On Monday 9th April 2018 the following stories were published:
- Tens of thousands of allergy patients face ‘life or death situations’ because of a UK shortage of EpiPen jabs, reports the Mail. US manufacturer Mylan has warned pharmacists and patients in Britain that the country is the latest to be hit by global supply problems. Also featured in the Telegraph and Sun.
- British tourists will be putting their health at danger when the NHS axes travel vaccinations for rabies and yellow fever, reports the Mail. Experts believe the change could lead to an increase in people obtaining the vaccines via a private prescription and attempting to self-administer to save costs.
- Four in ten prostate cancer cases diagnosed late, reports the BBC. A study by charity Orchid found a ‘worrying trend’ of late diagnosis with 37% of prostate cancer cases diagnosed at stages three and four. Also featured in the Times, Sun, Mail and Huffington Post.
On Tuesday 10th April 2018 the following stories were published:
- Deceased organ donor numbers have reached a record high, reports iNews. Latest figures show there were 1,575 deceased donors during 2017/18, an 11% increase on the previous year. A new Bill which would introduce the opt-out system in England passed its first stage in Parliament in February. Also featured in the Times, Mirror, Sun, Huffington Post and the BBC.
- Patients aged over 60 who lose weight should be investigated, reports the Telegraph. One in seven cases among men likely to mean cancer, a major study has found. Also featured in the Sun, Mail, Times and Express.
On Wednesday 11th April 2018 the following stories were published:
- The Times reports elderly patients effectively age 10 years for every 10 days they are stuck in a hospital bed due to inactivity. This has also been covered by The Telegraph and The Mail.
- The Guardian reports that two-fifths of private hospitals in England fail to meet the expected safety standards, according to the Care Quality Commission. This is of concern not just to private patients, but also those given NHS funding to be seen privately. Also covered by iNews, the Independent, Times and BBC.
- Pfizer UK have a piece in The Telegraph about access to medicines in the NHS. It’s largely focused on treatments for cancer and vaccines.
- The Sun warns that a new killer flu strain is on its way, but the World Health Organisation has said it will be included in this year’s four-strain flu vaccine.
On Thursday 12th April 2018 the following stories were published:
- The Telegraph reports that the NHS has launched a sexual abuse probe amid fears of dangers on mixed sex wards. Inspectors have warned hospital trusts to do more to protect patients, amid fears patients are being put at risk on mixed sex wards.

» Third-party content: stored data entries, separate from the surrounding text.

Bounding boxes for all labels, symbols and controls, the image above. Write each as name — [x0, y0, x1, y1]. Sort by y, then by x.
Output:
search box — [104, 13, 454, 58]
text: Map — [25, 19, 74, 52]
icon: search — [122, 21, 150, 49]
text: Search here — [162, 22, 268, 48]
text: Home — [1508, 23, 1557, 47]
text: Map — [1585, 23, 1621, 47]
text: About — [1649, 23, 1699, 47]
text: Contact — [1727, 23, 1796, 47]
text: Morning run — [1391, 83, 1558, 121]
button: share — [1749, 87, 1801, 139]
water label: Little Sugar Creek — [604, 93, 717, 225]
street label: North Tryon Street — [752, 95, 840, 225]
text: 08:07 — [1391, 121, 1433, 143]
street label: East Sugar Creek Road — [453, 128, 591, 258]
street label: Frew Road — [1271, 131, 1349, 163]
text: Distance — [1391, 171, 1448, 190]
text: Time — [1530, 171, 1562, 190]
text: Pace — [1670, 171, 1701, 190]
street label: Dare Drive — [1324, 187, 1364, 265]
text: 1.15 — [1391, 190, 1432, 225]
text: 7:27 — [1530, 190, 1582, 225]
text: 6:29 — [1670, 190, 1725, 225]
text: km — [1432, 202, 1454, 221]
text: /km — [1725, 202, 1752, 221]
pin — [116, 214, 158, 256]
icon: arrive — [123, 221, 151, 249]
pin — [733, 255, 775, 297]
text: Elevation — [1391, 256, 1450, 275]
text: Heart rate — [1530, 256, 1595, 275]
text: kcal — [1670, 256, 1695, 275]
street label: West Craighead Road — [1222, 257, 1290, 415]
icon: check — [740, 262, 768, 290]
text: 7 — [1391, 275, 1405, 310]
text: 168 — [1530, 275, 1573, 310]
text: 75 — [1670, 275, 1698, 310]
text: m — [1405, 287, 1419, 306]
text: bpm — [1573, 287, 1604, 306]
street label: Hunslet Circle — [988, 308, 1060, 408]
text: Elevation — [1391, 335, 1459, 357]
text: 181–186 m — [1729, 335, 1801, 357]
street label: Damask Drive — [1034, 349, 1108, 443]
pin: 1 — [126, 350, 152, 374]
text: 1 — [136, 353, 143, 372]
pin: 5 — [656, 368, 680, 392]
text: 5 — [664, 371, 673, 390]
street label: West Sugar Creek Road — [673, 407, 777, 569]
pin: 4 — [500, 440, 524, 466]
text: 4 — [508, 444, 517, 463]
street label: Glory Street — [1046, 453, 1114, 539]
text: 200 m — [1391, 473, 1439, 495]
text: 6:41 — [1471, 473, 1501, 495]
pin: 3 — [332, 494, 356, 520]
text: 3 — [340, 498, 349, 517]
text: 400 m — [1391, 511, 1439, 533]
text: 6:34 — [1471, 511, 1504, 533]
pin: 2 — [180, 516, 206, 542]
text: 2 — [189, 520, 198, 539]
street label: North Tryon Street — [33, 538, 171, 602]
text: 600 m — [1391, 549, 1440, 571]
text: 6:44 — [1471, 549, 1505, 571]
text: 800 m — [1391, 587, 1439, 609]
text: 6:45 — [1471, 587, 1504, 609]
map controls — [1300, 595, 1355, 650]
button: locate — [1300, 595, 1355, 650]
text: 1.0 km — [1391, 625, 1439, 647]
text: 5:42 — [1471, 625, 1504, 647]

- iNews reports that a 50% rise in cigarette prices ‘will save millions of poorer people’.
- A new study suggests that a substantial increase in cigarette prices would help millions of people around the world avoid poor health and extreme poverty. Also featured in the Sun, Mail and Telegraph.
- Late risers at increased risk of early death, reports the BBC. People who go to bed late and struggle to wake in the morning are more likely to die prematurely than early risers, according to new research. Also featured in the Telegraph.
On Friday 13th April 2018 the following stories were published:
- The Sun discloses the NHS’s ten worst-performing A&E wards. Following the announcement that A&E waiting times are at their worst level since records began, the ten worst offenders have been revealed. Similar stories are featured in the Mail, ITV, Express and Times.
- Just one alcoholic drink a day could shorten your life, reports the BBC. An analysis of 600,000 drinkers found that drinking 5 to 10 alcoholic drinks a week was likely to shorten a person’s life by up to six months. Also featured in the Express, Evening Standard, Independent and Telegraph.